Work instruction:
The lines from the start of the data up to and including the one with "position:absolute; height:49px; border-radius:24px;" should be returned exactly, and nothing else.

Dataset entries:

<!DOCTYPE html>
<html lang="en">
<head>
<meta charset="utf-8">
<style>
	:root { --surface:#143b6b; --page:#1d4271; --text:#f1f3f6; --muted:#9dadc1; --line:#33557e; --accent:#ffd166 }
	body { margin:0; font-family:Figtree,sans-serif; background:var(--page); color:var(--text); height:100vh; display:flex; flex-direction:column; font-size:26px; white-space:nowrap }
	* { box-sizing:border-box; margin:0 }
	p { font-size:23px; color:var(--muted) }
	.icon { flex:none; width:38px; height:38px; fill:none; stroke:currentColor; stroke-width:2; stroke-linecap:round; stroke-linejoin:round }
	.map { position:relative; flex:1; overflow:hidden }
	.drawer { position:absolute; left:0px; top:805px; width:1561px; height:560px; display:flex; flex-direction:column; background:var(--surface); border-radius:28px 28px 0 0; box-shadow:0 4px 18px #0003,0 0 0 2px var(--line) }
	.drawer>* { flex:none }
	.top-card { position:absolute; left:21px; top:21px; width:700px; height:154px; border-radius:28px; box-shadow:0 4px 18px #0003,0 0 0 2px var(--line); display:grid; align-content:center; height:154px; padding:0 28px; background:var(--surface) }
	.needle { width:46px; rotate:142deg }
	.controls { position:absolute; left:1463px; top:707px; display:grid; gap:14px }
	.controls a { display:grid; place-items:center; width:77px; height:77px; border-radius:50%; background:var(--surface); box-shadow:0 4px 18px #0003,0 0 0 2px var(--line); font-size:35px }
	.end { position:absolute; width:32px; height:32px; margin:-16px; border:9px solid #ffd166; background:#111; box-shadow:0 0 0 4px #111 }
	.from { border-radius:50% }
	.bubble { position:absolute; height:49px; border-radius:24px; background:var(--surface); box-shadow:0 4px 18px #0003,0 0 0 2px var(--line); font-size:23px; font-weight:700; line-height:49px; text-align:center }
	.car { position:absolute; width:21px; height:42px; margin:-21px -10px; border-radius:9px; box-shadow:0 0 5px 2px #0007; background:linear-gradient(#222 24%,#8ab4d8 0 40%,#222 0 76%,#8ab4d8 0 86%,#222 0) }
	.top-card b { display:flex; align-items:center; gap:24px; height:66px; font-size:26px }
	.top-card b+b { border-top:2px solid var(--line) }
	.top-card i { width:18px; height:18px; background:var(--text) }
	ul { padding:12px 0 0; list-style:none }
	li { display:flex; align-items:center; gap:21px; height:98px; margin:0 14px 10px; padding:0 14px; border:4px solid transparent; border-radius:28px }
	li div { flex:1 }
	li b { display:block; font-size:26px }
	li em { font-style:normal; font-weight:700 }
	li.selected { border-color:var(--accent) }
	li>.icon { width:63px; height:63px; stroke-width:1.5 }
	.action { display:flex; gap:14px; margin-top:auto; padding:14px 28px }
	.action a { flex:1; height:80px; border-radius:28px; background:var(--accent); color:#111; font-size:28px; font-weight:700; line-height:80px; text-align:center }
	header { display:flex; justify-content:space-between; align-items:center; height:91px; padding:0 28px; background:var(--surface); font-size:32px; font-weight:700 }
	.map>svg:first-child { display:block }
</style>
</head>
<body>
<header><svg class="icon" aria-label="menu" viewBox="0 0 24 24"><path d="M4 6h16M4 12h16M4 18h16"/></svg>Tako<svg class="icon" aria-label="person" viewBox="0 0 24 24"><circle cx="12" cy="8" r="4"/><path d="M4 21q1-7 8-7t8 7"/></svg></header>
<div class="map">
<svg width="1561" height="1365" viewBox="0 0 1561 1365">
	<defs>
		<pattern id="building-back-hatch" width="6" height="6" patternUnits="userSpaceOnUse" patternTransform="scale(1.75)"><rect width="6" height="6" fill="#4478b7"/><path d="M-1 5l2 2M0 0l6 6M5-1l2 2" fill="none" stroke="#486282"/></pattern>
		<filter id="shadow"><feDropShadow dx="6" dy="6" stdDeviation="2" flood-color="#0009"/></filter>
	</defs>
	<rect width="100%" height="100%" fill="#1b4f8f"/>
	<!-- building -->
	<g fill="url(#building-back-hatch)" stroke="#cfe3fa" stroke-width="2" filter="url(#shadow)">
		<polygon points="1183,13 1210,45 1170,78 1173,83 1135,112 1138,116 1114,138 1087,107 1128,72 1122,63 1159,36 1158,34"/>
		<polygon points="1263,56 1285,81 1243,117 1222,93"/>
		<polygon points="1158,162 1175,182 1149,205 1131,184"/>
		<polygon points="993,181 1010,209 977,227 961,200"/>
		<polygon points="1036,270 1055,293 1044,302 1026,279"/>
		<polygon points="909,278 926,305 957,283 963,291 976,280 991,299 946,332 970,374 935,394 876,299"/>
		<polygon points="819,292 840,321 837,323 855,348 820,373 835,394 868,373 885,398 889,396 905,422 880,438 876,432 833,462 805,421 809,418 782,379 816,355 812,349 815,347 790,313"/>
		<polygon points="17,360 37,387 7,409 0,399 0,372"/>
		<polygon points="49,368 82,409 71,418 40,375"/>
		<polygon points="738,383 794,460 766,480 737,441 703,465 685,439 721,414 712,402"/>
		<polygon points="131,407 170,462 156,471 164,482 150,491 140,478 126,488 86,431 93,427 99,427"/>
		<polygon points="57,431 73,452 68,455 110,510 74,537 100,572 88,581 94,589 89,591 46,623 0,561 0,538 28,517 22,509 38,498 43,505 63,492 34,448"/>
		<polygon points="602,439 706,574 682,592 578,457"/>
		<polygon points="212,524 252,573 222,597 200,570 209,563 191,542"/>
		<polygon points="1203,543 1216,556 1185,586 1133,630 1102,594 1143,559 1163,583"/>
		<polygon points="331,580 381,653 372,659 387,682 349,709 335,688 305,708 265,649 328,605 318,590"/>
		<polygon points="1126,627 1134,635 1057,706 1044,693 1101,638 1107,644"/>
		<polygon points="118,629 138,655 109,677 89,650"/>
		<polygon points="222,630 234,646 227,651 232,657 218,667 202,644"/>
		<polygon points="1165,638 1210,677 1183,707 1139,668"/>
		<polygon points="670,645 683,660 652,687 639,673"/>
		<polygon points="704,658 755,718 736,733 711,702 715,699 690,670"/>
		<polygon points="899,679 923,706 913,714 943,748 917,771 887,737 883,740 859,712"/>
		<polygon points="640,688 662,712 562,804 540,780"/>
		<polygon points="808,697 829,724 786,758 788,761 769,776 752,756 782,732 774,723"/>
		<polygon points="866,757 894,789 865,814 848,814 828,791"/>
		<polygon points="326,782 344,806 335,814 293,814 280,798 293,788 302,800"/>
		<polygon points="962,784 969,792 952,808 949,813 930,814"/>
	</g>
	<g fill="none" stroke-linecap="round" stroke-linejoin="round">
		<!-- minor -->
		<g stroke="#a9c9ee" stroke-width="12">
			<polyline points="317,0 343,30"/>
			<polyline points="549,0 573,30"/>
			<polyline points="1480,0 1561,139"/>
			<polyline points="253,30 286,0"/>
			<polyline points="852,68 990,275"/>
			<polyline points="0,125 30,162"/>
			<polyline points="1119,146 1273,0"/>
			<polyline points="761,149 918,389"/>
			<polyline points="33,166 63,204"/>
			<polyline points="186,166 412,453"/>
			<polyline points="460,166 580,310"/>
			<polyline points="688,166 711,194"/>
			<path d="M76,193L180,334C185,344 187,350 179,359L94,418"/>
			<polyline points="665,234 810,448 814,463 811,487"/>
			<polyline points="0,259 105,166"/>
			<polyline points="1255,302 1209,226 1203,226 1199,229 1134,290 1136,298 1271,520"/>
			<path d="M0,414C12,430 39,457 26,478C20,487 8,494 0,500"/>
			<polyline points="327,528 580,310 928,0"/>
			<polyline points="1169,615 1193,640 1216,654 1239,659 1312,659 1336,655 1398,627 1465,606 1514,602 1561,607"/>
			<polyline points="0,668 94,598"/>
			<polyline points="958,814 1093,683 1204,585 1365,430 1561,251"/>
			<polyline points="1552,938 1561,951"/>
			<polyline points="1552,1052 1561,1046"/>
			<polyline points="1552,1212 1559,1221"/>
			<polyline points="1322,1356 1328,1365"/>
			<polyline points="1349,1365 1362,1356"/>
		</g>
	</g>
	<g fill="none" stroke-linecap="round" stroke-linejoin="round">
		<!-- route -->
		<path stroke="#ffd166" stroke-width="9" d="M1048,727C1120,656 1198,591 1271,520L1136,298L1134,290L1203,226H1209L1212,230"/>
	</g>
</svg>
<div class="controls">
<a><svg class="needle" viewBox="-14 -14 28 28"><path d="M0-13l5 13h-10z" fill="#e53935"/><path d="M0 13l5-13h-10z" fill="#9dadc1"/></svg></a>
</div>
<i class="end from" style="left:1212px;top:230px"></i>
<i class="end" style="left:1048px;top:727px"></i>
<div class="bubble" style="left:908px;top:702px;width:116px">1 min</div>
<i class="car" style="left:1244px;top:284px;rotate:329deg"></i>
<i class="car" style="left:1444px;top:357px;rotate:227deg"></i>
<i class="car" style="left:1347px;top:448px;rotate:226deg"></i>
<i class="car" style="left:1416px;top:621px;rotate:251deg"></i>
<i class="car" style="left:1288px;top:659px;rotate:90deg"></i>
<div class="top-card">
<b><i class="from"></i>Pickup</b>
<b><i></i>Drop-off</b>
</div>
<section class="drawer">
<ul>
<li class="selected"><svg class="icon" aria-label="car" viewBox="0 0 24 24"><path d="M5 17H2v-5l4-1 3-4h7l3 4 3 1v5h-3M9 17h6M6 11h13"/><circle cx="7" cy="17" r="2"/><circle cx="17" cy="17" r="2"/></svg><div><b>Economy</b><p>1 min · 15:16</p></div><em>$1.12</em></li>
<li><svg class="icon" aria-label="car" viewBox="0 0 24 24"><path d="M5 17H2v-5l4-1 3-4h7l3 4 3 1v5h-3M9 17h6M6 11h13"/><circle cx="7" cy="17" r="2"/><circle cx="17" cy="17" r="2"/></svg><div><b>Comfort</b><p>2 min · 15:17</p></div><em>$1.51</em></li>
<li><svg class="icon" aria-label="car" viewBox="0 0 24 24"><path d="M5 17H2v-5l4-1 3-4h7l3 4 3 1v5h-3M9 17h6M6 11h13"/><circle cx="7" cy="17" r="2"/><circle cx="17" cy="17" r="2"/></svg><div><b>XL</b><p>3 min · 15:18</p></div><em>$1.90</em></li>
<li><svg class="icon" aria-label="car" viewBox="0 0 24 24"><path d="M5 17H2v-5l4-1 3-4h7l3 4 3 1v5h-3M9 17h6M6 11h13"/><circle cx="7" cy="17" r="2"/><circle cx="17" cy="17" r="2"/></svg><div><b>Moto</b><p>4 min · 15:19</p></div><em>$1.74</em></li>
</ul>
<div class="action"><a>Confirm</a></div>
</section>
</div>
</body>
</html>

Exercise result:
<!DOCTYPE html>
<html lang="en">
<head>
<meta charset="utf-8">
<style>
	:root { --surface:#143b6b; --page:#1d4271; --text:#f1f3f6; --muted:#9dadc1; --line:#33557e; --accent:#ffd166 }
	body { margin:0; font-family:Figtree,sans-serif; background:var(--page); color:var(--text); height:100vh; display:flex; flex-direction:column; font-size:26px; white-space:nowrap }
	* { box-sizing:border-box; margin:0 }
	p { font-size:23px; color:var(--muted) }
	.icon { flex:none; width:38px; height:38px; fill:none; stroke:currentColor; stroke-width:2; stroke-linecap:round; stroke-linejoin:round }
	.map { position:relative; flex:1; overflow:hidden }
	.drawer { position:absolute; left:0px; top:805px; width:1561px; height:560px; display:flex; flex-direction:column; background:var(--surface); border-radius:28px 28px 0 0; box-shadow:0 4px 18px #0003,0 0 0 2px var(--line) }
	.drawer>* { flex:none }
	.top-card { position:absolute; left:21px; top:21px; width:700px; height:154px; border-radius:28px; box-shadow:0 4px 18px #0003,0 0 0 2px var(--line); display:grid; align-content:center; height:154px; padding:0 28px; background:var(--surface) }
	.needle { width:46px; rotate:142deg }
	.controls { position:absolute; left:1463px; top:707px; display:grid; gap:14px }
	.controls a { display:grid; place-items:center; width:77px; height:77px; border-radius:50%; background:var(--surface); box-shadow:0 4px 18px #0003,0 0 0 2px var(--line); font-size:35px }
	.end { position:absolute; width:32px; height:32px; margin:-16px; border:9px solid #ffd166; background:#111; box-shadow:0 0 0 4px #111 }
	.from { border-radius:50% }
	.bubble { position:absolute; height:49px; border-radius:24px; background:var(--surface); box-shadow:0 4px 18px #0003,0 0 0 2px var(--line); font-size:23px; font-weight:700; line-height:49px; text-align:center }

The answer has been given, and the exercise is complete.